Assignment: Locate each line below that includes "list" and reproduce it.

»»

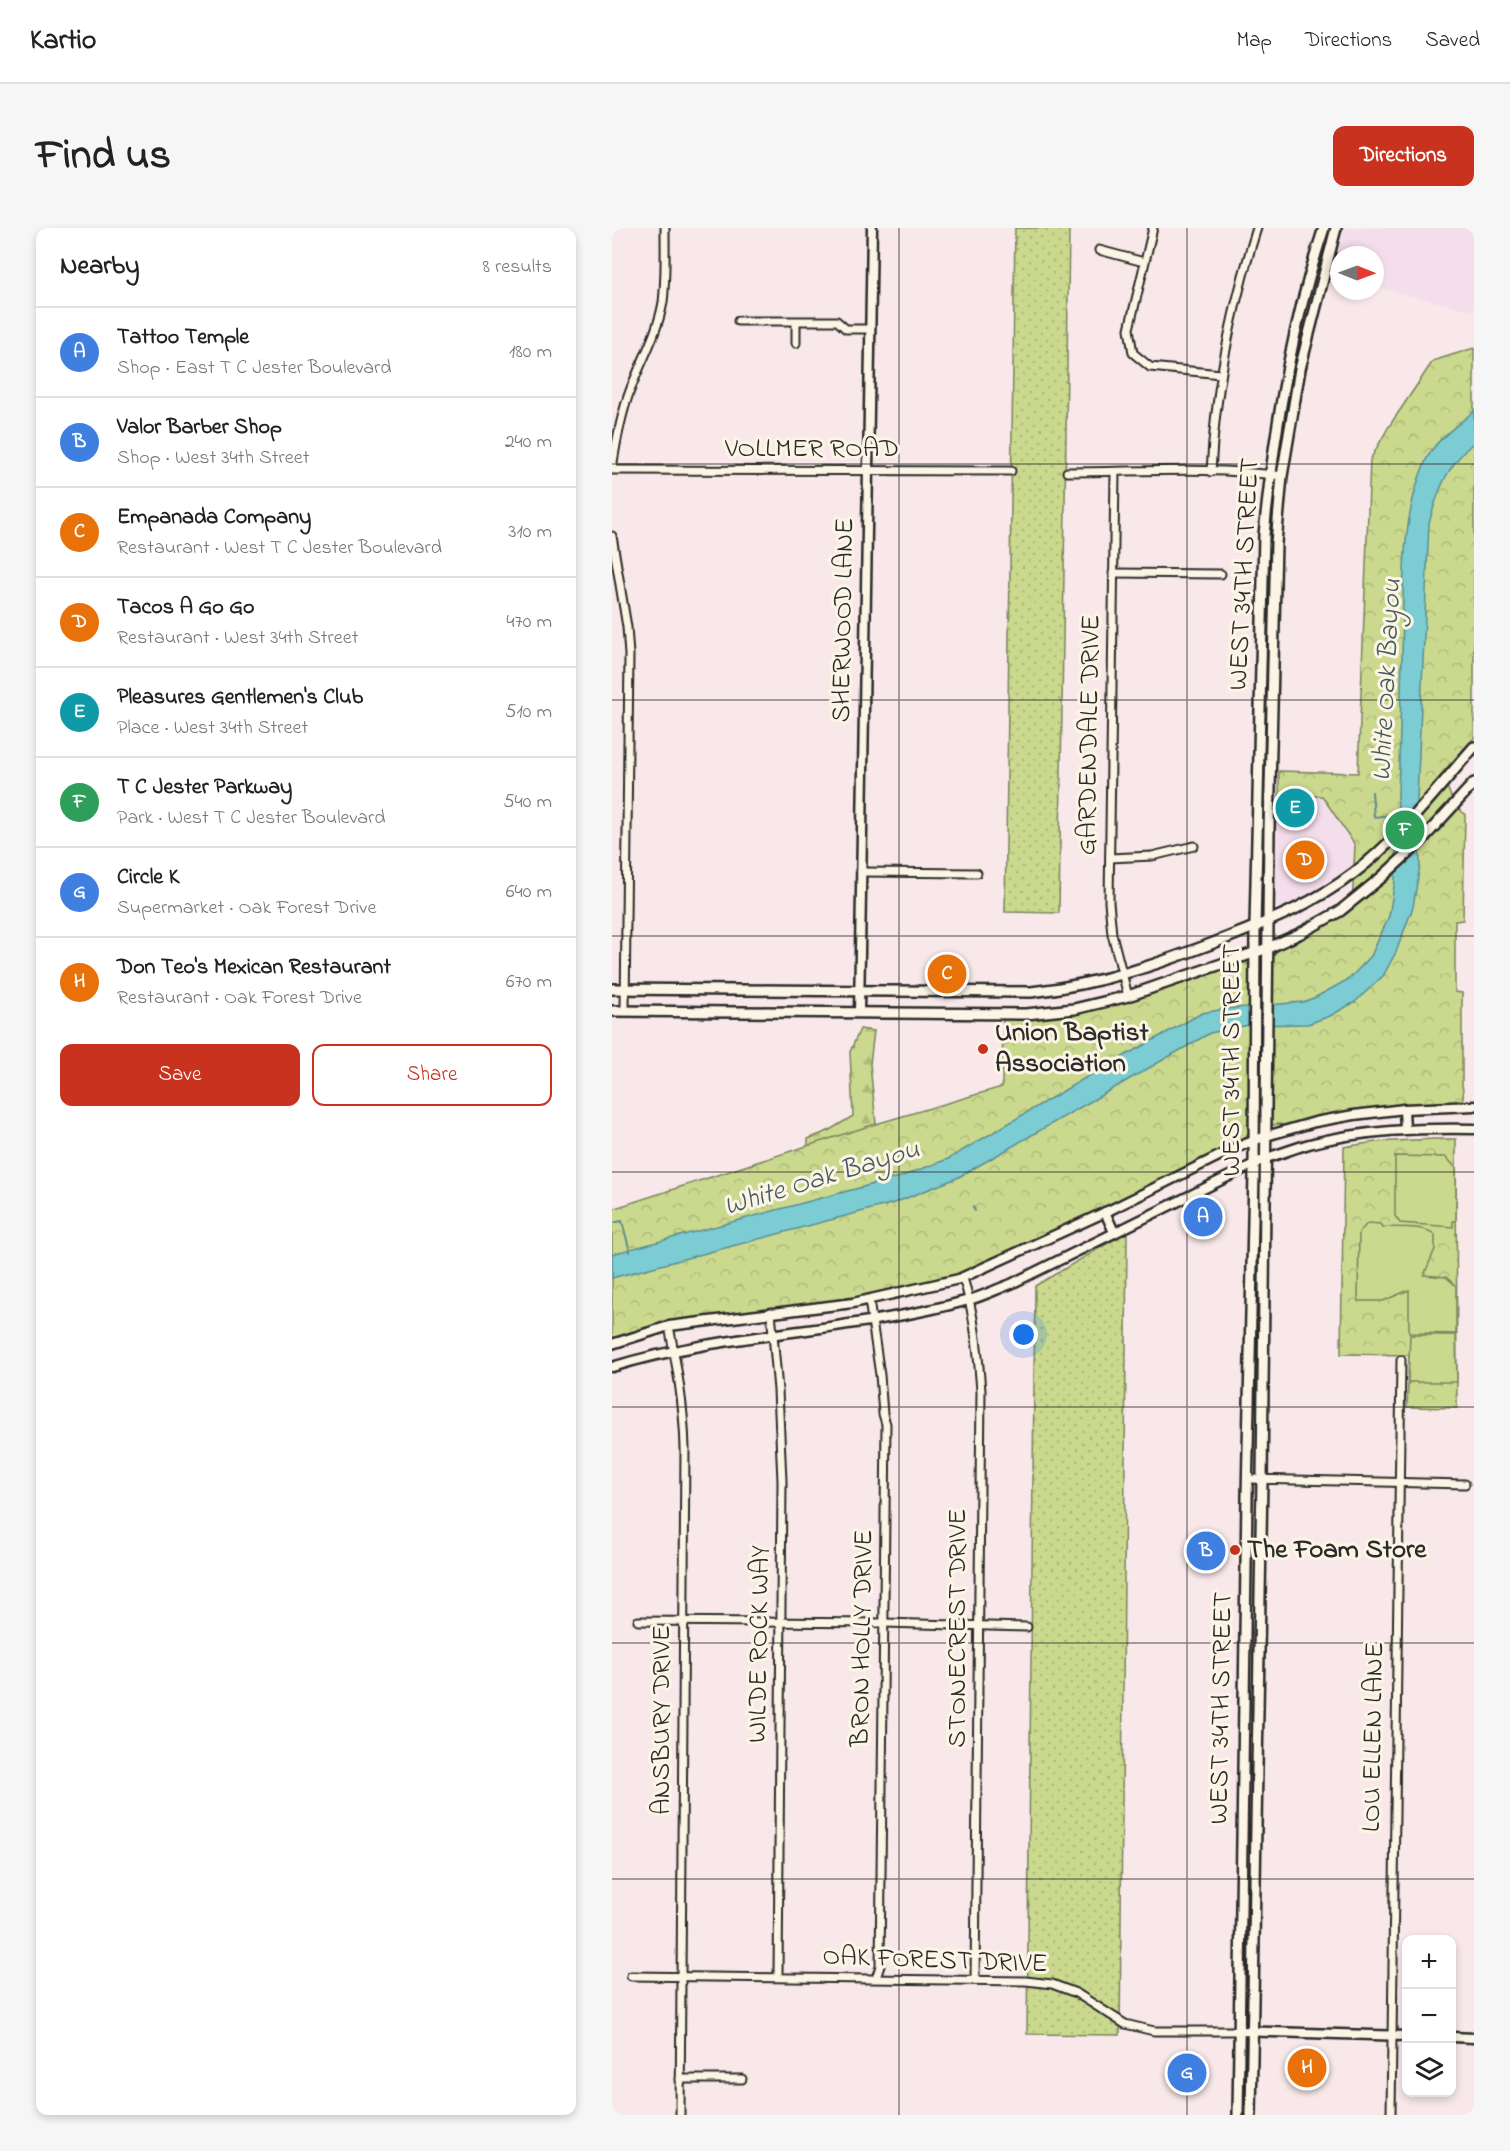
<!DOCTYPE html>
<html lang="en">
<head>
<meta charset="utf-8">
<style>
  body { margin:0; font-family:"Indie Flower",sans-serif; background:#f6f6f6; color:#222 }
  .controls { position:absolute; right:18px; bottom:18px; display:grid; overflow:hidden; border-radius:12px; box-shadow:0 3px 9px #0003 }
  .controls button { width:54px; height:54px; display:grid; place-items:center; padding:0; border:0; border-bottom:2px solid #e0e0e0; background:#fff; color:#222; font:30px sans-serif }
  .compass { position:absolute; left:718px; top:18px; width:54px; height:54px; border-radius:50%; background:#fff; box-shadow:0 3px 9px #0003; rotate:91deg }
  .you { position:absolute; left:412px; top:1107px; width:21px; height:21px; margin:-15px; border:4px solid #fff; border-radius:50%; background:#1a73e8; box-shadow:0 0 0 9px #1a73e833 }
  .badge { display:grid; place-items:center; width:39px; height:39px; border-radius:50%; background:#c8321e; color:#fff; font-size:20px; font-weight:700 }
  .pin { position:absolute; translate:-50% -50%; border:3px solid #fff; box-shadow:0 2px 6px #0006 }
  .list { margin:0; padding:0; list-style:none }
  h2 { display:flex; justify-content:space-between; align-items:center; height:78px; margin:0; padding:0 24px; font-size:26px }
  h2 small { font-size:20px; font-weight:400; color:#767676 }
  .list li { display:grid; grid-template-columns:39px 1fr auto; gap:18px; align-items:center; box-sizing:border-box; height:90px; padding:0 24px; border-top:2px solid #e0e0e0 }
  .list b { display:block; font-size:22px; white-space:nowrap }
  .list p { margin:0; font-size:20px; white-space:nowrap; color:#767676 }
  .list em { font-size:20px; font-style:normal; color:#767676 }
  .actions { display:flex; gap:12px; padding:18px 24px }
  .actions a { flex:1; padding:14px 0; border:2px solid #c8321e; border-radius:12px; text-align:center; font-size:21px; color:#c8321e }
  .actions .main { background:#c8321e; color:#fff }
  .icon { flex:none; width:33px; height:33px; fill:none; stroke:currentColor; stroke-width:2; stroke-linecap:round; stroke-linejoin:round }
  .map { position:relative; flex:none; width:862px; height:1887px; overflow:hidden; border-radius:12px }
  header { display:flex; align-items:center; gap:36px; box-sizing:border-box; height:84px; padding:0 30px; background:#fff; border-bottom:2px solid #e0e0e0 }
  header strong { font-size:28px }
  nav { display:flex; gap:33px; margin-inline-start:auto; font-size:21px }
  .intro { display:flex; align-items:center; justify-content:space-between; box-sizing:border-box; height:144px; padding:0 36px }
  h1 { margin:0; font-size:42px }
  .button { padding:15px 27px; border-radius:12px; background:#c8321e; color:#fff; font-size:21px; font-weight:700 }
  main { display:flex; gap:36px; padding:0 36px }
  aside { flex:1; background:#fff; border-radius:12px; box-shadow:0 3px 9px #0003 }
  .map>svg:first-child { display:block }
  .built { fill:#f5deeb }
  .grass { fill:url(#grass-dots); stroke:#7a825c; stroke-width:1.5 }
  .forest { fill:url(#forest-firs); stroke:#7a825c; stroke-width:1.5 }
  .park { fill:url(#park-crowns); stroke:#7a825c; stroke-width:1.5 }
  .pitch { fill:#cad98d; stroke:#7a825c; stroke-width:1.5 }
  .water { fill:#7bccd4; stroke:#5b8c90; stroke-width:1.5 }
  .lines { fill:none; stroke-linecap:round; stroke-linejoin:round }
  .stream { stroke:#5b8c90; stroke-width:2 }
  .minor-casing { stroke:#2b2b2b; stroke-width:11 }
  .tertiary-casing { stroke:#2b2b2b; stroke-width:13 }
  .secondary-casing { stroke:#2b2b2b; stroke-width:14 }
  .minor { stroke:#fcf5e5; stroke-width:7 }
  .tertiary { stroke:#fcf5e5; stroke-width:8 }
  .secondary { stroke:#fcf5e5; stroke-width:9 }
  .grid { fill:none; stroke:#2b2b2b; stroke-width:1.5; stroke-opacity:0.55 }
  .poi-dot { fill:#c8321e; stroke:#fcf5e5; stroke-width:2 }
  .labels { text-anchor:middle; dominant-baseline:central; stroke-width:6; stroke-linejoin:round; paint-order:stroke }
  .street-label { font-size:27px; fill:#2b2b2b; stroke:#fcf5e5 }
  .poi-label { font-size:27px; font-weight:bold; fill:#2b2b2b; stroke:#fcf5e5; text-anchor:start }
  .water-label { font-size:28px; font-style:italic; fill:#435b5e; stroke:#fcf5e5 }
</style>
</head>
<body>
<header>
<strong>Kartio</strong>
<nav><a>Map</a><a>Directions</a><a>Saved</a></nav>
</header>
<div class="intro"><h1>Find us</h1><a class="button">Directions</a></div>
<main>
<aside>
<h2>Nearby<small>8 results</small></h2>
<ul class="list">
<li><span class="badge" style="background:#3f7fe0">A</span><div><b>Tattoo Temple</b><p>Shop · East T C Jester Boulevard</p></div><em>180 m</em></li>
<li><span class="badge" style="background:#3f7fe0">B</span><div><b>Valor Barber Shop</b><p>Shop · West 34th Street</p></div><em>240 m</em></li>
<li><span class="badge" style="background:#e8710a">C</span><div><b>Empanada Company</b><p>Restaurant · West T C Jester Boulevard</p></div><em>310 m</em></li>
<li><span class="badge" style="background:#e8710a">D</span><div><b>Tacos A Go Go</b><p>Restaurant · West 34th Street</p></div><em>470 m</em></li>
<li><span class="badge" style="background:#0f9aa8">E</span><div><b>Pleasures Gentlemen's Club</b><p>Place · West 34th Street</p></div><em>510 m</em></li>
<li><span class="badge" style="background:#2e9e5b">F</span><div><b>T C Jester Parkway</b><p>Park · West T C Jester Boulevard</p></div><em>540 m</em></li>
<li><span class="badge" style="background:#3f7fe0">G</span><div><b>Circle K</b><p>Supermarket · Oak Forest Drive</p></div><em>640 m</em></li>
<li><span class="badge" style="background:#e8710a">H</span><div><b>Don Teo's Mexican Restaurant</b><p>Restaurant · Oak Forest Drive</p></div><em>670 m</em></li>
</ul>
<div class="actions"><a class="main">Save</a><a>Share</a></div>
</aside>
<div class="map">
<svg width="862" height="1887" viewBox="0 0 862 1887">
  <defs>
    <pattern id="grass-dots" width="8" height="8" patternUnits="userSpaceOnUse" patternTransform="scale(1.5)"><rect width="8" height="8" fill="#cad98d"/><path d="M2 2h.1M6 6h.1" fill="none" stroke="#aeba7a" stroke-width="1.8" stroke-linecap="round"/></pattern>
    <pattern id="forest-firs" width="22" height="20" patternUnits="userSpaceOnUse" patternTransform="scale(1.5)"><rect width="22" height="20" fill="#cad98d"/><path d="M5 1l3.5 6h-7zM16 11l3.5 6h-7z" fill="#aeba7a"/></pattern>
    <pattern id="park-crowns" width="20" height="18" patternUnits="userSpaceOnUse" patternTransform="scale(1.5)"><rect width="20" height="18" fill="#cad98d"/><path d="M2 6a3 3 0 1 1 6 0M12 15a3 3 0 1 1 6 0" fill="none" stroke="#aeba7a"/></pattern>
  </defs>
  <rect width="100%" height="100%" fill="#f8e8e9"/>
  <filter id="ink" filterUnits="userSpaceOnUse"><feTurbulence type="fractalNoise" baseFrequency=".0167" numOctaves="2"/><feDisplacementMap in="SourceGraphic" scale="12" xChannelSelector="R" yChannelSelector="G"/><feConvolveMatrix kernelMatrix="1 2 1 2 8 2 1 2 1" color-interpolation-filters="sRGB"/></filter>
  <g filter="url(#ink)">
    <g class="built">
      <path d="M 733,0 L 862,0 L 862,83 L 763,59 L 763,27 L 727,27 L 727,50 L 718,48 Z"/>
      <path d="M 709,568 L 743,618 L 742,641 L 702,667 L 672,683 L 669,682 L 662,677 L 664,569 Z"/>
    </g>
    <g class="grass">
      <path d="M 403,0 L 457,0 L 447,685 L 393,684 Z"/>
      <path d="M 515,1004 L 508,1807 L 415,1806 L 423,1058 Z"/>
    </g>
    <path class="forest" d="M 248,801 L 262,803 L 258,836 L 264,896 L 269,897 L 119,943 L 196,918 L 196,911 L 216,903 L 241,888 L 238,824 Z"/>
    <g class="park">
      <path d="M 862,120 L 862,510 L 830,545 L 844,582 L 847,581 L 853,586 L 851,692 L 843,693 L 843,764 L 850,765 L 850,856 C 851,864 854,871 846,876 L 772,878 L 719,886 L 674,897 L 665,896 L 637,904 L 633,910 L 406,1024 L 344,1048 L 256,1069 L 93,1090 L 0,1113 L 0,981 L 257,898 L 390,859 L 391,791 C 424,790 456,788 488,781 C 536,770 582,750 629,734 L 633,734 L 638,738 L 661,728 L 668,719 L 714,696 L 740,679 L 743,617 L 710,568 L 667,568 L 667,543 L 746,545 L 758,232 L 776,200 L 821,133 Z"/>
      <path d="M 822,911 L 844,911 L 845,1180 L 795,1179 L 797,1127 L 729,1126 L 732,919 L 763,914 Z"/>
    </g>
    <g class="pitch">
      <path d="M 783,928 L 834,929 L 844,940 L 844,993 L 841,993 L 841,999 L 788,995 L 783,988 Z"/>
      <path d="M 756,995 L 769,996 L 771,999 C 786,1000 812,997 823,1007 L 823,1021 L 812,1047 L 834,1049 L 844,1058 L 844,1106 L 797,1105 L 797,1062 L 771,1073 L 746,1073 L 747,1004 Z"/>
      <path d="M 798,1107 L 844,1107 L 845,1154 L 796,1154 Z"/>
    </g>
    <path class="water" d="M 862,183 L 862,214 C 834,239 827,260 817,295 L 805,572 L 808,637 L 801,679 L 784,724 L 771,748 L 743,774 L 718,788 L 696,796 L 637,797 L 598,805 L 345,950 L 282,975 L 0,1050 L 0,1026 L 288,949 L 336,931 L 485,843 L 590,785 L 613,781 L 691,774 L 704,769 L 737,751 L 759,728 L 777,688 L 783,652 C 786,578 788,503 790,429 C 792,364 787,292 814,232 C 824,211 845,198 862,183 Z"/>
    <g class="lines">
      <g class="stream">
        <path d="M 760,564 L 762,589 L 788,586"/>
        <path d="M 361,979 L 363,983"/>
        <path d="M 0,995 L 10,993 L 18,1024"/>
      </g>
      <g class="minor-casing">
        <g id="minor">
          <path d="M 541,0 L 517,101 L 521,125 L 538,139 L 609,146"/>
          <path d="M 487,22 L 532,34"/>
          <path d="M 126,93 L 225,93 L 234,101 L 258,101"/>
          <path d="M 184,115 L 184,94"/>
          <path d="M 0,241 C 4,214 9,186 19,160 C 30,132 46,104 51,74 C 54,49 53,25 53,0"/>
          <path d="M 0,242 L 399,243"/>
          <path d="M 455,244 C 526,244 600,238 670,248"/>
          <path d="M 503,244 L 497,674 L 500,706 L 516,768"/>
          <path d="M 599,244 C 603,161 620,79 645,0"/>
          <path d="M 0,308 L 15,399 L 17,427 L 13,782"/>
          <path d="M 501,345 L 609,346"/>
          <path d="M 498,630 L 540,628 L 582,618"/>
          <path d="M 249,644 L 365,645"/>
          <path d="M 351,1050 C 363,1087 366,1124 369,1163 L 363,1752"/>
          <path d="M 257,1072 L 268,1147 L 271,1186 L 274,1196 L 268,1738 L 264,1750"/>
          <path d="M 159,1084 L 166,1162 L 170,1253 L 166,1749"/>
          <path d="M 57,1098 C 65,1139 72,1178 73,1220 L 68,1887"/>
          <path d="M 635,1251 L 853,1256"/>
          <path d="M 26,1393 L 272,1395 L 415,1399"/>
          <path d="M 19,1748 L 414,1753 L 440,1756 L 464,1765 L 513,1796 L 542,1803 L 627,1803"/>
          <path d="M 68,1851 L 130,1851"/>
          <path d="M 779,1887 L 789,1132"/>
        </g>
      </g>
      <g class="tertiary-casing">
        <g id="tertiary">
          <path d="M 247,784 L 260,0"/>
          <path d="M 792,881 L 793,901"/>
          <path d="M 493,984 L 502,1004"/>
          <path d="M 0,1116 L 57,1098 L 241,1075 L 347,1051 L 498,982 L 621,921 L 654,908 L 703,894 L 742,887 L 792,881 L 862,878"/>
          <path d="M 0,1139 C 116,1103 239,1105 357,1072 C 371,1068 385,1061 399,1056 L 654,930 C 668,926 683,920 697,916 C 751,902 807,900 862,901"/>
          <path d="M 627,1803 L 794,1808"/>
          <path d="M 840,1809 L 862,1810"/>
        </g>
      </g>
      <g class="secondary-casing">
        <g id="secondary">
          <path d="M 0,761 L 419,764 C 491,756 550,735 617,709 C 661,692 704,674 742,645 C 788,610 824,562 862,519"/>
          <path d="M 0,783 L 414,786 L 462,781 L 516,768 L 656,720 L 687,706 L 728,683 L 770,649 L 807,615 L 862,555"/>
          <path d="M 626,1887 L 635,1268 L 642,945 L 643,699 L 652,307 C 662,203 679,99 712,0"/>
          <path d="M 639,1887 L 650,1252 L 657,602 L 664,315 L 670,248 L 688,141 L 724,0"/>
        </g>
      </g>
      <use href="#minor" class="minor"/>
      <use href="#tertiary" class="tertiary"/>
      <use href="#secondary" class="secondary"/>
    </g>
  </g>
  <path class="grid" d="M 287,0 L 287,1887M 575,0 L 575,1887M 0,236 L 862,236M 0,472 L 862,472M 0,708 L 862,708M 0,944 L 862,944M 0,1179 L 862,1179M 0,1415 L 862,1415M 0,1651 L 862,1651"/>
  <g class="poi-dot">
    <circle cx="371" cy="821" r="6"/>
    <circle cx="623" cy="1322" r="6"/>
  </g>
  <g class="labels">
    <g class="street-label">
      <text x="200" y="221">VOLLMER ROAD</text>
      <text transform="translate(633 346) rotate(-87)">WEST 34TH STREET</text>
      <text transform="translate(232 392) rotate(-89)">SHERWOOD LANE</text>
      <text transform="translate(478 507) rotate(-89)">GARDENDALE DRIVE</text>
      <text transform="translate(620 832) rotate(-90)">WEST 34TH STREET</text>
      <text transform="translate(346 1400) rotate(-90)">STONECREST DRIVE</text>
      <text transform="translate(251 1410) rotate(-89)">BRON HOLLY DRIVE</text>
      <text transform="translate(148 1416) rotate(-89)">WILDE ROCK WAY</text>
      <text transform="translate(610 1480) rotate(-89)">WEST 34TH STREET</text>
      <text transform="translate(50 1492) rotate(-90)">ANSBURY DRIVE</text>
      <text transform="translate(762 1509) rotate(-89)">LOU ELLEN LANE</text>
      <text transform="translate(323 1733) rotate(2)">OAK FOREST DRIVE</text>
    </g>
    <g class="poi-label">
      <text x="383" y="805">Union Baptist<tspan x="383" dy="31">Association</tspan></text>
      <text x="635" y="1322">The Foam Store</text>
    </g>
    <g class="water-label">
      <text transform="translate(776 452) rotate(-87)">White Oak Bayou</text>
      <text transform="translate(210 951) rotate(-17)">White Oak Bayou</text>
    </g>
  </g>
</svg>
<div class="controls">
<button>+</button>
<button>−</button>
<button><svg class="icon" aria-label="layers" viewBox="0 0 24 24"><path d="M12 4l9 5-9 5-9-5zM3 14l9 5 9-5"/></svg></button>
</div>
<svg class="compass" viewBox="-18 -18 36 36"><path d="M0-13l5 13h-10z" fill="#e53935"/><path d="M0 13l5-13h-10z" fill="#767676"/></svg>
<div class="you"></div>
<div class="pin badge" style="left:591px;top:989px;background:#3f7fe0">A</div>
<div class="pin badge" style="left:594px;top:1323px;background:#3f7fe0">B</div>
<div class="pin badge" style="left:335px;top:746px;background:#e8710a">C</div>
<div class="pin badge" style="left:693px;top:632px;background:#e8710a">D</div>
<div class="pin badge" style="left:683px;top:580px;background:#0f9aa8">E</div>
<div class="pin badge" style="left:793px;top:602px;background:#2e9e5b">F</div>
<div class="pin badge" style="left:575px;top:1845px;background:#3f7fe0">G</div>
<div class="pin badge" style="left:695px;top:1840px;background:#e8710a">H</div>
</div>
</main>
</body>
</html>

««

Task response:
  .list { margin:0; padding:0; list-style:none }
  .list li { display:grid; grid-template-columns:39px 1fr auto; gap:18px; align-items:center; box-sizing:border-box; height:90px; padding:0 24px; border-top:2px solid #e0e0e0 }
  .list b { display:block; font-size:22px; white-space:nowrap }
  .list p { margin:0; font-size:20px; white-space:nowrap; color:#767676 }
  .list em { font-size:20px; font-style:normal; color:#767676 }
<ul class="list">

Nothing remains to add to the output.